**Information shown:**
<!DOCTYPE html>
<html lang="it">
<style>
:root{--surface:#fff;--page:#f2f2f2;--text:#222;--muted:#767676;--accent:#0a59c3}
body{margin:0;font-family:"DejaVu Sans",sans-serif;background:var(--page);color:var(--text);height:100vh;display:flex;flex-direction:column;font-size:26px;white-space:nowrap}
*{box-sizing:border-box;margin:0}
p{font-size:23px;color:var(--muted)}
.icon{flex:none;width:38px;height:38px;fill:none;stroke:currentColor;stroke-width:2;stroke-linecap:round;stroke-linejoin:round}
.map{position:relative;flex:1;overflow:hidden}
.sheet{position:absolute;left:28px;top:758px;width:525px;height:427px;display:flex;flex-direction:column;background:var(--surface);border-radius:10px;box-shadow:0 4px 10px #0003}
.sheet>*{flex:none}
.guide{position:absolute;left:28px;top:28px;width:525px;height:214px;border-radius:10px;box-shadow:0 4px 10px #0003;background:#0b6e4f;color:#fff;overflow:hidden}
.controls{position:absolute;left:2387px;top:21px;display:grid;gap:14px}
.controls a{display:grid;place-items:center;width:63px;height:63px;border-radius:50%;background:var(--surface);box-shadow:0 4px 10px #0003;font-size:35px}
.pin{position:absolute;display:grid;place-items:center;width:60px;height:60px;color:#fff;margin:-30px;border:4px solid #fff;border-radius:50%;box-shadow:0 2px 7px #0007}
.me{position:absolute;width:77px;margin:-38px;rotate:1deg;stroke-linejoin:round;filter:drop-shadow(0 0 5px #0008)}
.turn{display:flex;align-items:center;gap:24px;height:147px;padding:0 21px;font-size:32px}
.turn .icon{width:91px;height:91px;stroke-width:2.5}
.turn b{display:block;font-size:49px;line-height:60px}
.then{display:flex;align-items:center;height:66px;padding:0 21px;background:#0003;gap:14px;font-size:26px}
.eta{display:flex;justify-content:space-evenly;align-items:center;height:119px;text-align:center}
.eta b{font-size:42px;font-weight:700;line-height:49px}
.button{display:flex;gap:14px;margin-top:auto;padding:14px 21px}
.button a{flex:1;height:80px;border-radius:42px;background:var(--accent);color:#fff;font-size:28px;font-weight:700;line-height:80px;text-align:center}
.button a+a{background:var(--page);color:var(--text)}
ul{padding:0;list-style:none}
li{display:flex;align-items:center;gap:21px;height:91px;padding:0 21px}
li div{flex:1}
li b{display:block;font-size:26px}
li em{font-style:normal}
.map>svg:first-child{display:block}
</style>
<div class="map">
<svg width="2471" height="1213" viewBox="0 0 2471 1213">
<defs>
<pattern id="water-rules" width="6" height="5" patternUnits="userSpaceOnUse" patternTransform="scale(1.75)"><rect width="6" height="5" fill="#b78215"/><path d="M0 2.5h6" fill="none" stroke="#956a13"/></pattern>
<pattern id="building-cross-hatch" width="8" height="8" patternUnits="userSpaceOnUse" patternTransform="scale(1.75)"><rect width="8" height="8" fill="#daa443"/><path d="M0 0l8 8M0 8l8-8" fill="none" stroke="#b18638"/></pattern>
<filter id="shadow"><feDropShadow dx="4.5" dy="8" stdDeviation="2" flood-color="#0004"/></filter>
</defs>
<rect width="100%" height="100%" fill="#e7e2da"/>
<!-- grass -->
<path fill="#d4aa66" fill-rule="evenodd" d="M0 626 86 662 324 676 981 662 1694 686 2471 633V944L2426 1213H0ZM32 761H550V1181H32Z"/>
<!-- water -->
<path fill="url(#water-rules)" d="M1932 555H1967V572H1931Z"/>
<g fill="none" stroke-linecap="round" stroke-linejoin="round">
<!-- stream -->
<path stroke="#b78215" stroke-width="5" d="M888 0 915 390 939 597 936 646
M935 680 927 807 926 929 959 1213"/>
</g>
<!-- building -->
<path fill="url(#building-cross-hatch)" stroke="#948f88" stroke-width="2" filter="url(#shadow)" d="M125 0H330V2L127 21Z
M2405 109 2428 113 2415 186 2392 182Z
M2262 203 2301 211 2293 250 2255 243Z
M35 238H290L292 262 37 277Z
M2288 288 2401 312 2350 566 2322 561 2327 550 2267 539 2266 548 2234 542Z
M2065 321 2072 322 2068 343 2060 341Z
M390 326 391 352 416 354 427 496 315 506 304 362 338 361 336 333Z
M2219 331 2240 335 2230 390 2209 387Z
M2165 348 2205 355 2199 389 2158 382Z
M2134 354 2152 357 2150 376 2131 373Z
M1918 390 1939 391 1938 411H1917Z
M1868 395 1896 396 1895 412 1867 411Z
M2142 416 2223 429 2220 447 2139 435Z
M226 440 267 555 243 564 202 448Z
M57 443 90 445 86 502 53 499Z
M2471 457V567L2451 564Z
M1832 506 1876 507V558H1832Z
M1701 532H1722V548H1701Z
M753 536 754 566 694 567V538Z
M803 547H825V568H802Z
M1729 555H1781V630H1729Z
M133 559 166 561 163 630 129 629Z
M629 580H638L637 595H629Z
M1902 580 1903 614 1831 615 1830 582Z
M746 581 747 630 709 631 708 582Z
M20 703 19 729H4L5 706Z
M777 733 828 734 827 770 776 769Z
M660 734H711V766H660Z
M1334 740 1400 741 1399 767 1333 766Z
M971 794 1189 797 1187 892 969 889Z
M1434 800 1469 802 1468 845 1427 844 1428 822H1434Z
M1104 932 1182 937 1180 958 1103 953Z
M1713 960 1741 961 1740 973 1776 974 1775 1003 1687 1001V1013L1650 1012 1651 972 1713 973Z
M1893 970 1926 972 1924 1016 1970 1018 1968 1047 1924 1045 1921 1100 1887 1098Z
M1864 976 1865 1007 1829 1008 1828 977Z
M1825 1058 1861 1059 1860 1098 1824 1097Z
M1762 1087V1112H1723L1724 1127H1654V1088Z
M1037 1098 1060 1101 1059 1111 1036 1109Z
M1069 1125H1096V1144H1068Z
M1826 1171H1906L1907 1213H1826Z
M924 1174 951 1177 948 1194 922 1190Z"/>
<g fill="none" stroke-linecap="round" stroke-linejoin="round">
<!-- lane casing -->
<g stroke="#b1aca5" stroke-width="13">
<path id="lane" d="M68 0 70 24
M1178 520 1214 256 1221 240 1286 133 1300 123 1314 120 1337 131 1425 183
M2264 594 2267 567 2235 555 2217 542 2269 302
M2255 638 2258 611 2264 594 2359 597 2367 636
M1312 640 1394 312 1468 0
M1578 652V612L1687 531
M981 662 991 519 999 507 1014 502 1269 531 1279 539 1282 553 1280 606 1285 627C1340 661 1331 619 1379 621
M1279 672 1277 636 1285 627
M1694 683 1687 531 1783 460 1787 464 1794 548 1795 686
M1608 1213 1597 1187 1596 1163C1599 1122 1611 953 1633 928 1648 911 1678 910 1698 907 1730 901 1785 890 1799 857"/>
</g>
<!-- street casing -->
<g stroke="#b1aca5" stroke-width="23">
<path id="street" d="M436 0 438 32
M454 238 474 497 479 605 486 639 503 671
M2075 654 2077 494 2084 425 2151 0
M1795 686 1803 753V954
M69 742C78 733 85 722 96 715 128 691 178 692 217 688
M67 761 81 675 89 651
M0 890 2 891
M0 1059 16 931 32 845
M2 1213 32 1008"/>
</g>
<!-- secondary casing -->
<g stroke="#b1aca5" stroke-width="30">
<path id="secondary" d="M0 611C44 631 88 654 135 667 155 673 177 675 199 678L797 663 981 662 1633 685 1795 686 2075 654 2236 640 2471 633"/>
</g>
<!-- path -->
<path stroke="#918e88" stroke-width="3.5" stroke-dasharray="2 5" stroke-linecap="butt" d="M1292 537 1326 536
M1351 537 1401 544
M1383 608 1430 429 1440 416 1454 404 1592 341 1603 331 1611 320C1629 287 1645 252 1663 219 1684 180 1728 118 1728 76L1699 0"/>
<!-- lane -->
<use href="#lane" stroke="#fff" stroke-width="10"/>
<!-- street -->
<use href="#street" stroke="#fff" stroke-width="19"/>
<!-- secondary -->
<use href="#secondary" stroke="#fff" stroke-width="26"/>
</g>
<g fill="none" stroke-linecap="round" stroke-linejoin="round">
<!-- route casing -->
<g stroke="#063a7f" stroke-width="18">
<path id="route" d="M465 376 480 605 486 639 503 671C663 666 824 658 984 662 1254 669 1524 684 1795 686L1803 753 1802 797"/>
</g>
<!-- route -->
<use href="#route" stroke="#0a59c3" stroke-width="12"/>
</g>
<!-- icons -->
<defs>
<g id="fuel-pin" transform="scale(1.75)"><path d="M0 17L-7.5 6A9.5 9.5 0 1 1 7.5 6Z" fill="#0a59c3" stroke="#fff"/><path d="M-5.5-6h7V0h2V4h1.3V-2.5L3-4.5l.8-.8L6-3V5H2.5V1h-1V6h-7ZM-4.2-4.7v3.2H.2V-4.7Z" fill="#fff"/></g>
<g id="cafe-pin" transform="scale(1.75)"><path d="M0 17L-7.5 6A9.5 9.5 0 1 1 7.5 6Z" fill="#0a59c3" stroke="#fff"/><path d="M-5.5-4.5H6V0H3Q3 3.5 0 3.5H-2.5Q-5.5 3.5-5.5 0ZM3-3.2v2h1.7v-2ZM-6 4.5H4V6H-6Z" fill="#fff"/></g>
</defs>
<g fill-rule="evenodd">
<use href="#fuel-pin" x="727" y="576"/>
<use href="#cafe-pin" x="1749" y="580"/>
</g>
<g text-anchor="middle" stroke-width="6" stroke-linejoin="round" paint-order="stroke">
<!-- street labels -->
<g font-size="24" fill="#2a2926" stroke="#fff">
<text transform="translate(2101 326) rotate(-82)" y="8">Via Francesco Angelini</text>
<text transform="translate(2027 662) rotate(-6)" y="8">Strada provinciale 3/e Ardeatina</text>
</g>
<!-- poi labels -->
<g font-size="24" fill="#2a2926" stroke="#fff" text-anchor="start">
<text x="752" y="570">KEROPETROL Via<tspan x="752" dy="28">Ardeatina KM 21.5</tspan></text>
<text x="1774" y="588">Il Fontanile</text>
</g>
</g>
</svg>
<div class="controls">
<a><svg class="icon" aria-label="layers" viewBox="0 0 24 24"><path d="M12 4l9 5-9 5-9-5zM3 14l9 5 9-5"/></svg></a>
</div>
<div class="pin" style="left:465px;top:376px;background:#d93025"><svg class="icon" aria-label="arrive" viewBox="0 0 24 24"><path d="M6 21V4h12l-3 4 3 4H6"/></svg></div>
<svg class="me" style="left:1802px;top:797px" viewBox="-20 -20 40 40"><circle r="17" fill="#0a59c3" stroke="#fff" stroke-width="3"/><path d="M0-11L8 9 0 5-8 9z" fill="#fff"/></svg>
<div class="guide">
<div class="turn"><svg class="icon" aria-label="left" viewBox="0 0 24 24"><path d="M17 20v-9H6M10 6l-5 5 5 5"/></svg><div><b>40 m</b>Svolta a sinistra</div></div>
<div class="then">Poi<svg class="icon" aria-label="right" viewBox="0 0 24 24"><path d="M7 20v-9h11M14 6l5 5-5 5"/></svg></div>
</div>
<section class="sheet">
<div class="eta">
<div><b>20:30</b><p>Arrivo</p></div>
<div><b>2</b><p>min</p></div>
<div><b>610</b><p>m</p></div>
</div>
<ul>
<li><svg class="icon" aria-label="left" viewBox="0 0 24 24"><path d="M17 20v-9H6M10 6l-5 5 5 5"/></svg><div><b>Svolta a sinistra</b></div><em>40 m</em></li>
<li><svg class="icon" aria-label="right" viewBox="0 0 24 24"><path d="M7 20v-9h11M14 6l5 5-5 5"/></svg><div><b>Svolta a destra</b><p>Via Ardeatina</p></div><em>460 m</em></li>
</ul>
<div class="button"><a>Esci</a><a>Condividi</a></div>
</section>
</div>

**Problem to work on:**
From the entries above, say how many lines contain "muted". Only the number is wanted.

**Task output:**
2